The only option to keep the plant running was to operate online and standby compressor systems at 100% capacity. Plant personnel knew that if the problem was not remedied, the equipment would fail, ammonia could be released and the plant could experience an expensive unplanned shutdown. Even if the system did not fail, the increased energy required for operating all the compressors was significantly driving up utility costs.
Analysis of the operations by plant engineering indicated the calcium carbonate deposits were causing a significant loss in heat transfer efficiency. The condenser system had a nominal capacity of 25,000 British thermal units (BTUs), and the deposits were leading to 442,000 kilowatts (kWh) of excess electricity use.

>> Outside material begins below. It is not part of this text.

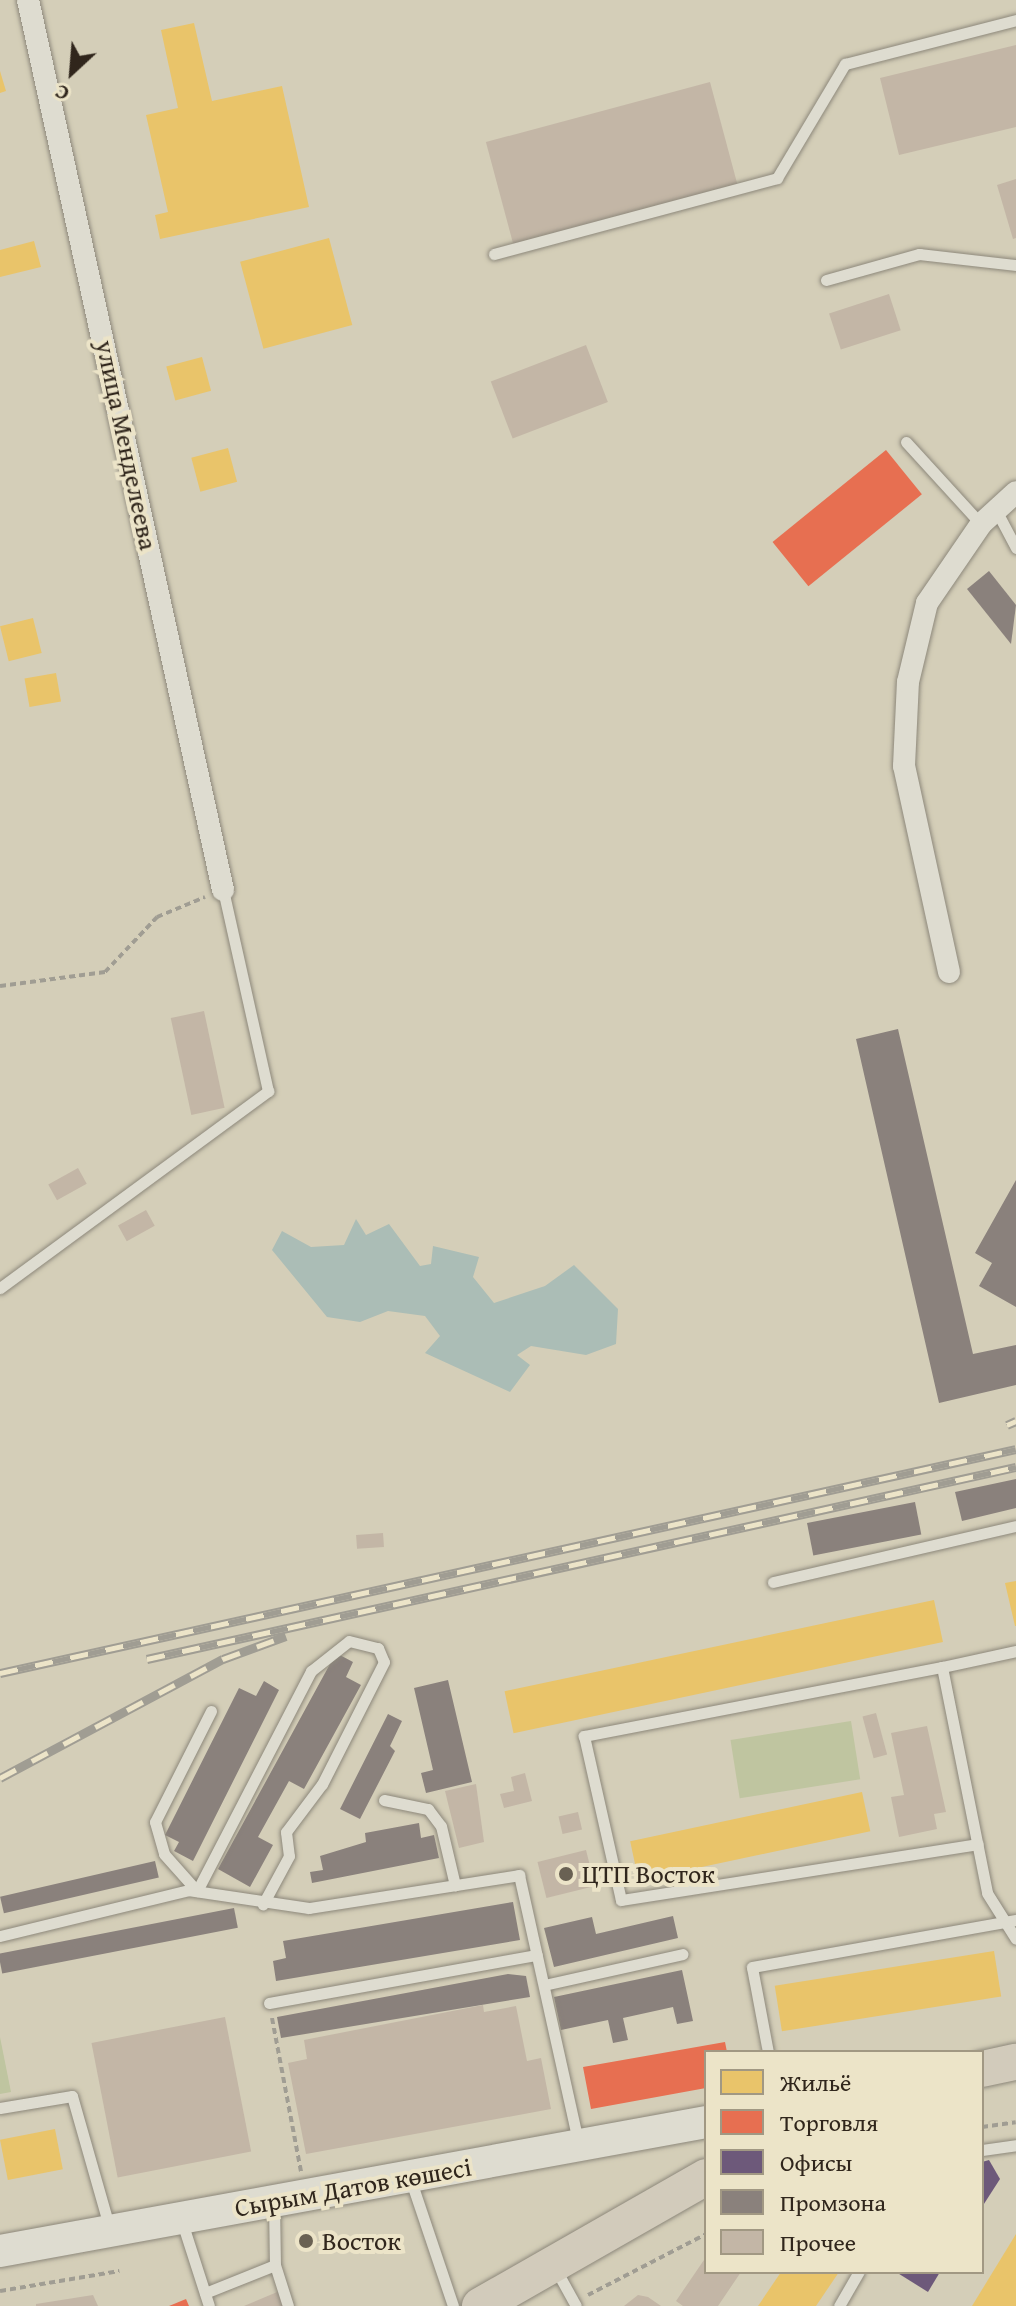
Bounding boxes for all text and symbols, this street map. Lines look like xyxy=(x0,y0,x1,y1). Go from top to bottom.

Kurita was asked to survey the site and suggest a comprehensive solution to lower energy demand, improve operations and extend equipment life. One specific request was that the condenser system be descaled during operation, and this eliminated the risk of harsh cleaning acids that can pose safety and environmental risks. The online cleanings also maximized production during the busy season by keeping the plant running.
Solution/approach
The Kurita team performed a comprehensive system analysis, including a site survey, operational review and water analysis. Computer modeling was completed to help predict scale and corrosion potential. Kurita’s internal support specialists and field team used these results to develop a tailored program to safely remove existing deposits and prevent further scale or corrosion.
The new treatment program was based around a scale and corrosion formula similar to the product that had originally been used. However, with the addition of effective real-time control of the chemistry, it was possible to maintain a tighter range on the program. This was sufficient to prevent further deposition once the system was cleaned up.